We can see the PVC’s binding and pods active:
root@rke2:/home/jtate/rabbitmq# k get pvc -A
NAMESPACE NAME STATUS VOLUME CAPACITY ACCESS MODES STORAGECLASS AGE
heimdall heimdall-config Bound pvc-c1829f24-eed9-4f33-98b7-74d3715ab3c8 17Gi RWO longhorn 58d
kasten-io catalog-pv-claim Bound pvc-973b0867-cd0d-4fcc-9140-cf2097088fdc 20Gi RWO longhorn 136d
kasten-io jobs-pv-claim Bound pvc-f71770f2-2389-41b3-9b11-9806e2a0261d 20Gi RWO longhorn 136d
kasten-io k10-grafana Bound pvc-4aa7ceb2-a78a-4b78-989d-7a19777e2243 5Gi RWO longhorn 136d
kasten-io kubestr-csi-original-pvchd5mf Bound pvc-1f87ee5a-57d1-414f-be76-5811a1803f7a 1Gi RWO longhorn 129d
kasten-io logging-pv-claim Bound pvc-4065d423-8d7b-4223-9b31-713ed561079f 20Gi RWO longhorn 136d
kasten-io metering-pv-claim Bound pvc-eb3824ce-0f42-4b1d-bb4f-37d3dac6d3a9 2Gi RWO longhorn 136d
kasten-io prometheus-server Bound pvc-a03b291b-9fdd-41e8-b85c-58b287b1d579 8Gi RWO longhorn 136d
nginx-nfs nfs-pvc Bound pvc-83a6f971-8a40-40ed-9bbb-70cba0e32e10 5Gi RWO nfs-client 72d
pacman pacman-mongodb Bound pvc-444ca396-009e-4e57-bae5-89842dc01ee3 8Gi RWO longhorn 28h
puter puter-claim0 Bound pvc-56ebab34-d252-4530-ba6f-fd6bb28aa88f 10Gi RWO longhorn 25h
puter puter-claim1 Bound pvc-4fbd68e7-3307-4323-91ae-1ee4f0d2f2c4 10Gi RWO longhorn 25h
rabbitapp persistence-rabbitmq-server-0 Bound pvc-bbf65892-0c67-46a7-ae5b-d0079ca4bea6 10Gi RWO longhorn 23s
rabbitapp persistence-rabbitmq-server-1 Bound pvc-4392eb71-7a64-4623-8806-051bb1a0fefa 10Gi RWO longhorn 23s
rabbitapp persistence-rabbitmq-server-2 Bound pvc-481af4cb-9202-4bc0-a3aa-8f0843fa082a 10Gi RWO longhorn 23s
root@rke2:/home/jtate/rabbitmq# k get po -n rabbitapp
NAME READY STATUS RESTARTS AGE
rabbitmq-server-0 1/1 Running 0 5m18s
rabbitmq-server-1 1/1 Running 0 5m18s
rabbitmq-server-2 1/1 Running 0 5m18s
You are now free to backup the application namespace in the standard fashion, ie via the normal snapshot methodology.
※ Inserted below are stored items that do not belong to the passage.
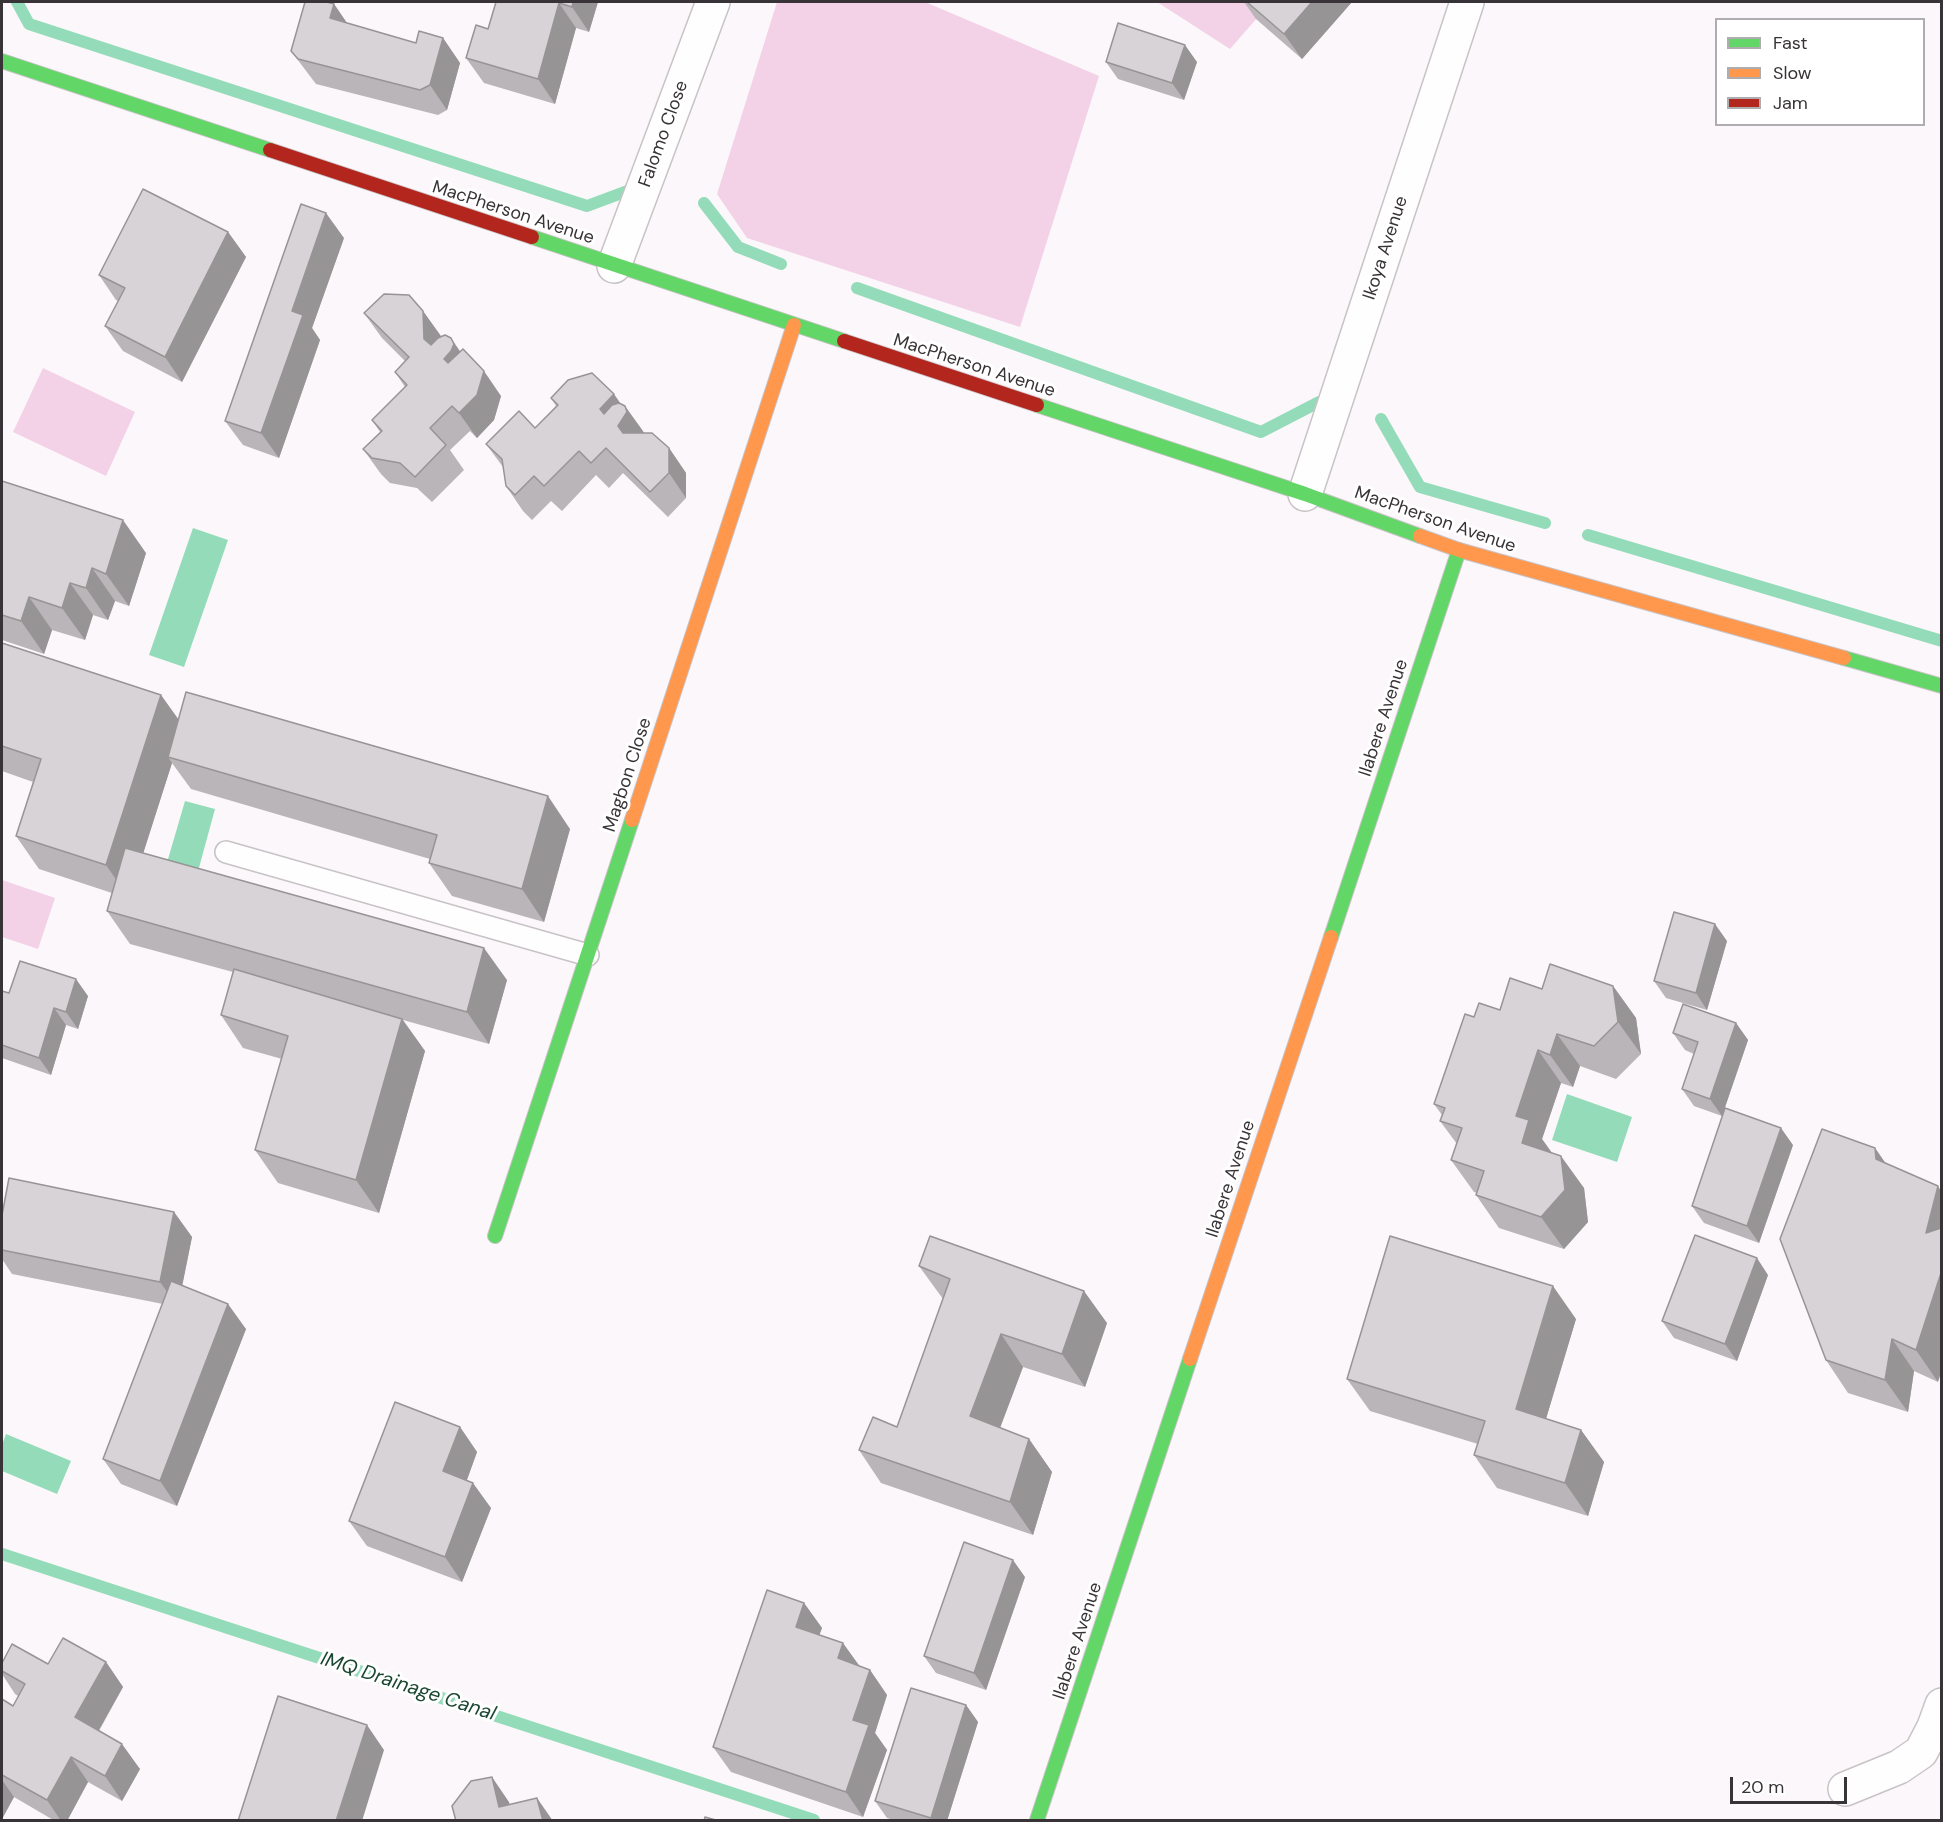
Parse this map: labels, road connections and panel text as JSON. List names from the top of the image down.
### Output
{
  "streets": {
    "street": [
      "Falomo Close",
      "MacPherson Avenue",
      "Ikoya Avenue",
      "Ilabere Avenue",
      "Magbon Close"
    ]
  },
  "crossings": [
    ["Falomo Close", "MacPherson Avenue"],
    ["MacPherson Avenue", "Ikoya Avenue"],
    ["MacPherson Avenue", "Ilabere Avenue"],
    ["MacPherson Avenue", "Magbon Close"]
  ],
  "water": ["IMQ Drainage Canal"],
  "legend": ["Fast", "Slow", "Jam"],
  "scale_bar": "20 m"
}
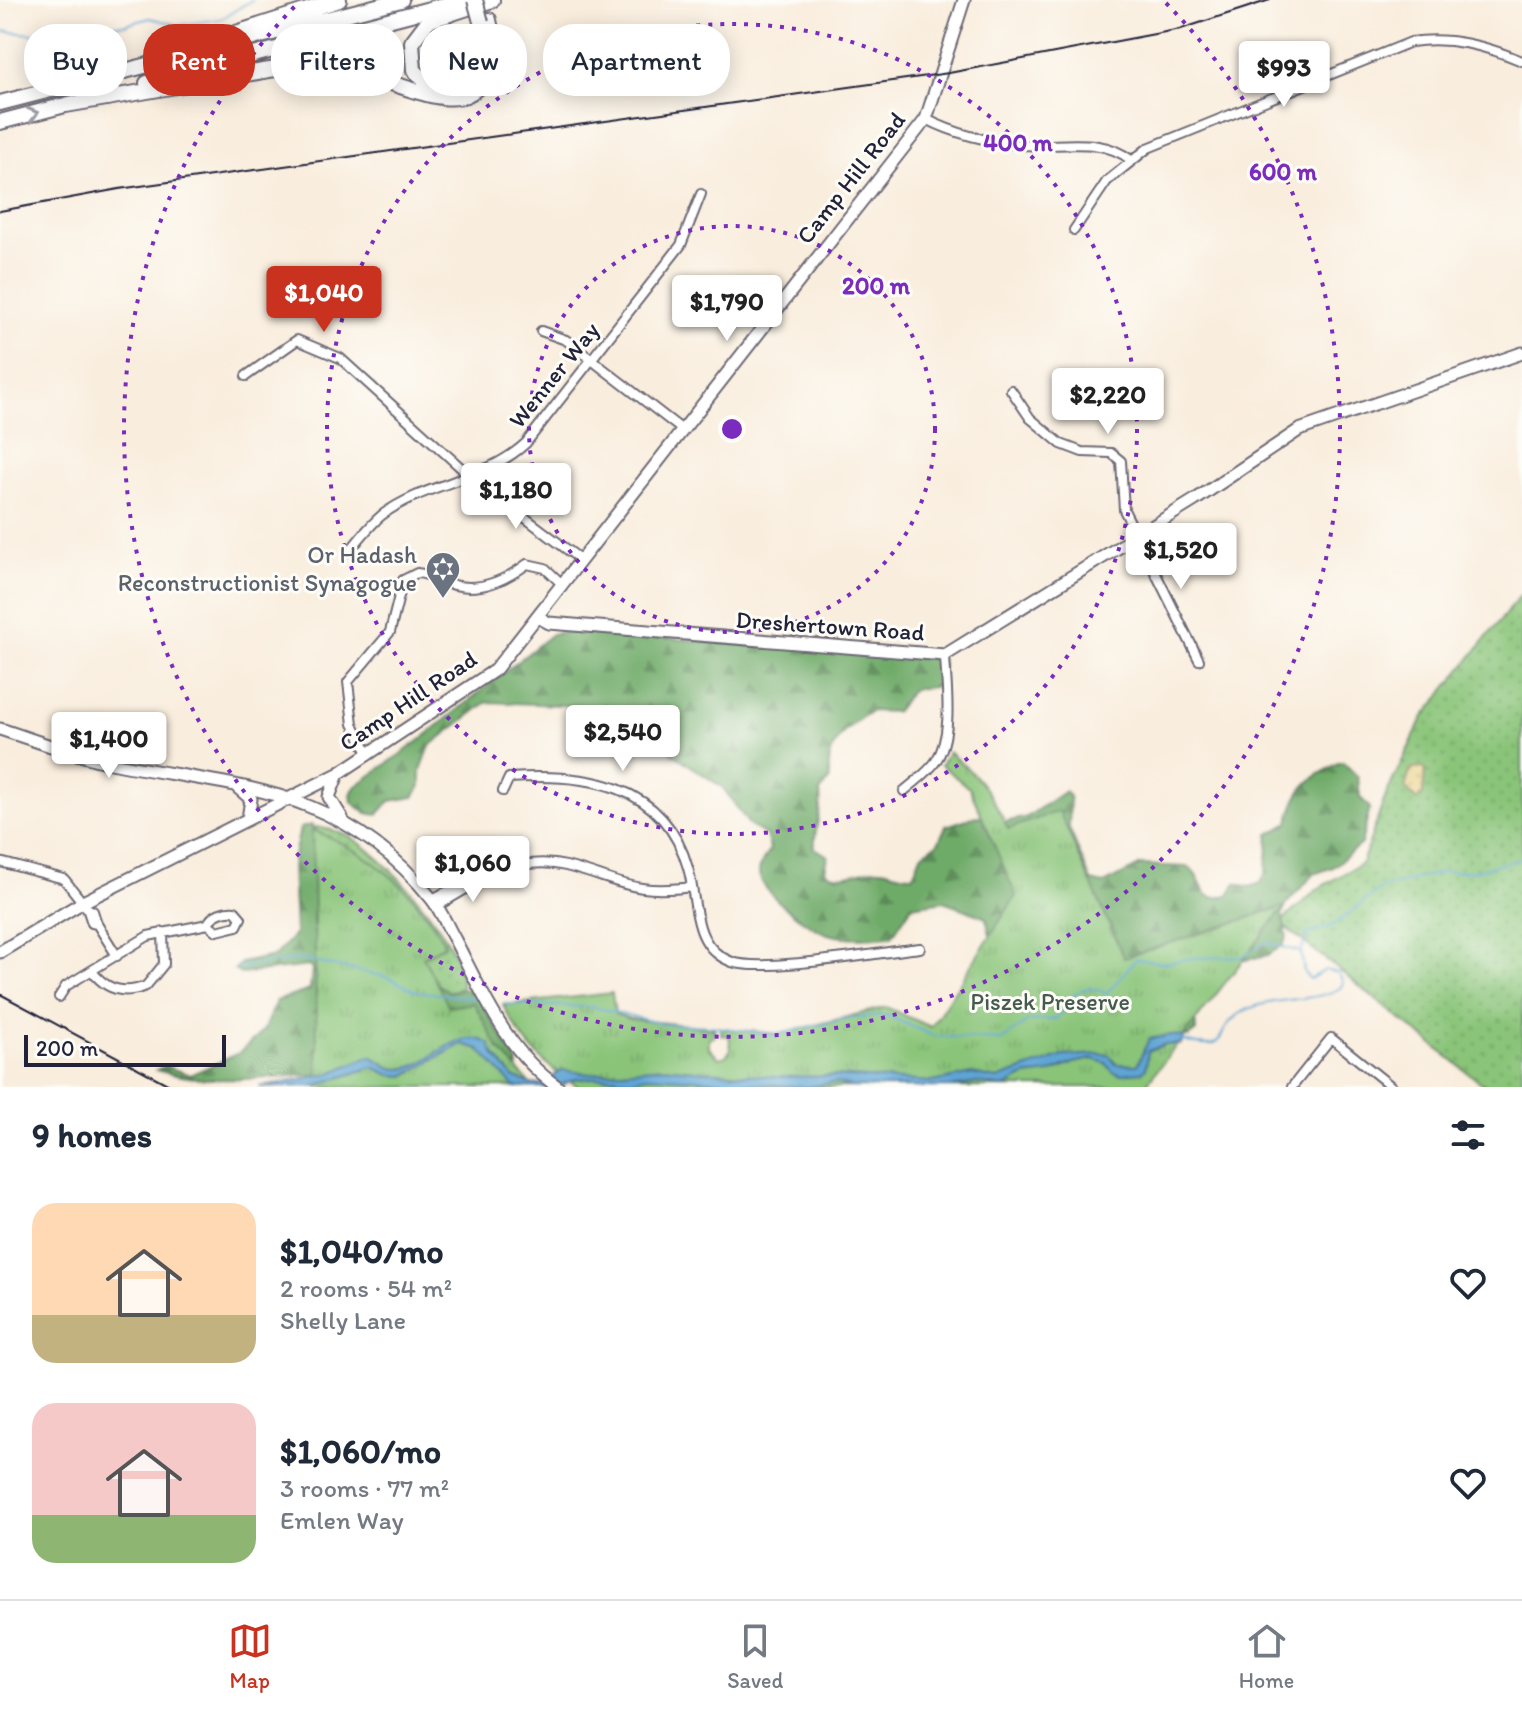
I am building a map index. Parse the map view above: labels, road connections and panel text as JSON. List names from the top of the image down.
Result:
{
  "streets": {
    "street": ["Camp Hill Road", "Wenner Way", "Dreshertown Road"]
  },
  "crossings": [
    ["Camp Hill Road", "Dreshertown Road"]
  ],
  "parks": ["Piszek Preserve"],
  "places": {
    "synagogue": ["Or Hadash Reconstructionist Synagogue"]
  },
  "scale_bar": "200 m",
  "page": {
    "chip": [
      "Buy",
      "Rent",
      "Filters",
      "New",
      "Apartment"
    ],
    "price": [
      "$993",
      "$1,040",
      "$1,790",
      "$2,220",
      "$1,180",
      "$1,520",
      "$2,540",
      "$1,400",
      "$1,060"
    ],
    "scale": "200 m",
    "heading": "9 homes",
    "list": [
      {
        "name": "$1,040/mo",
        "note": "2 rooms · 54 m² · Shelly Lane"
      },
      {
        "name": "$1,060/mo",
        "note": "3 rooms · 77 m² · Emlen Way"
      }
    ],
    "tabs": ["Map", "Saved", "Home"]
  },
  "rings": ["400 m", "600 m", "200 m"]
}
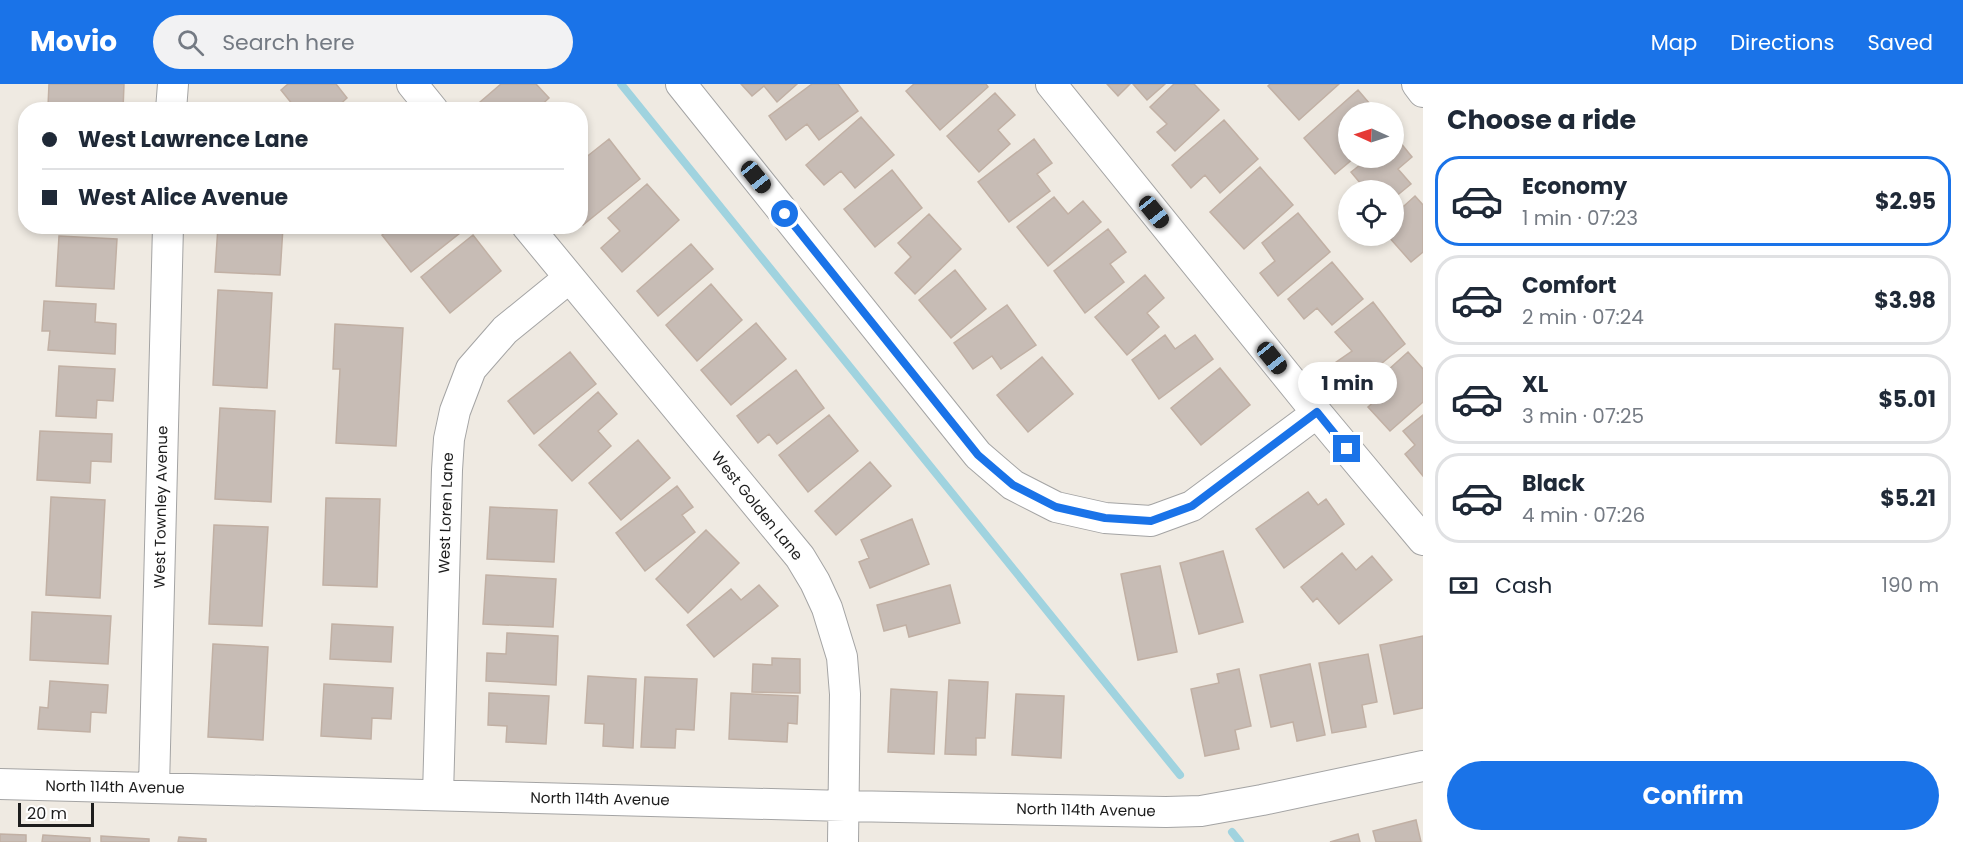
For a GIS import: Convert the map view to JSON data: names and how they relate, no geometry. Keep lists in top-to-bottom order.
{
  "streets": {
    "street": [
      "West Golden Lane",
      "West Townley Avenue",
      "West Loren Lane",
      "North 114th Avenue"
    ]
  },
  "crossings": [
    ["West Golden Lane", "West Loren Lane"],
    ["West Golden Lane", "North 114th Avenue"],
    ["West Townley Avenue", "North 114th Avenue"],
    ["West Loren Lane", "North 114th Avenue"]
  ],
  "scale_bar": "20 m",
  "north": "left",
  "page": {
    "header": "Movio",
    "search": "Search here",
    "nav": ["Map", "Directions", "Saved"],
    "heading": "Choose a ride",
    "banner": ["West Lawrence Lane", "West Alice Avenue"],
    "list": [
      {
        "name": "Economy",
        "note": "1 min · 07:23",
        "value": "$2.95"
      },
      {
        "name": "Comfort",
        "note": "2 min · 07:24",
        "value": "$3.98"
      },
      {
        "name": "XL",
        "note": "3 min · 07:25",
        "value": "$5.01"
      },
      {
        "name": "Black",
        "note": "4 min · 07:26",
        "value": "$5.21"
      }
    ],
    "bubble": "1 min",
    "pay": ["Cash", "190 m"],
    "buttons": "Confirm",
    "scale": "20 m"
  }
}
Once deployed, an ingress rule can be created to gain access to the RabbitMQ dashboard:
Service: rabbitmq
Port: 15872
Restoring the application
Now that we have a backup on a secure external location, we can proceed to delete the app namespace and do a restore action to bring it back. When selecting the resources for restore, only allow the following (PVC’s, configmaps, secrets and rabbitmqclusters):
Once the restore completes, check that the pvc’s are present, the pods come up and the application is presented via ingress:
root@rke2:/home/jtate# k get po -n rabbitapp
NAME READY STATUS RESTARTS AGE
rabbitmq-server-0 1/1 Running 0 2m8s
rabbitmq-server-1 1/1 Running 0 4m3s
rabbitmq-server-2 1/1 Running 0 5m54s
root@rke2:/home/jtate# k get pvc -n rabbitapp
NAME STATUS VOLUME CAPACITY ACCESS MODES STORAGECLASS AGE
persistence-rabbitmq-server-0 Bound pvc-8226af6e-baa0-4ce9-a541-0538f2b57d76 10Gi RWO longhorn 8m11s
persistence-rabbitmq-server-1 Bound pvc-4985122b-498e-4116-85cd-3c570fc080e0 10Gi RWO longhorn 8m21s
persistence-rabbitmq-server-2 Bound pvc-6368a7d7-5d27-44f1-95f2-093c9f94dc7d 10Gi RWO longhorn 8m11s
Conclusion
Much like Kafka, RabbitMQ can be easy to protect when used in conjunction with an intelligent operator.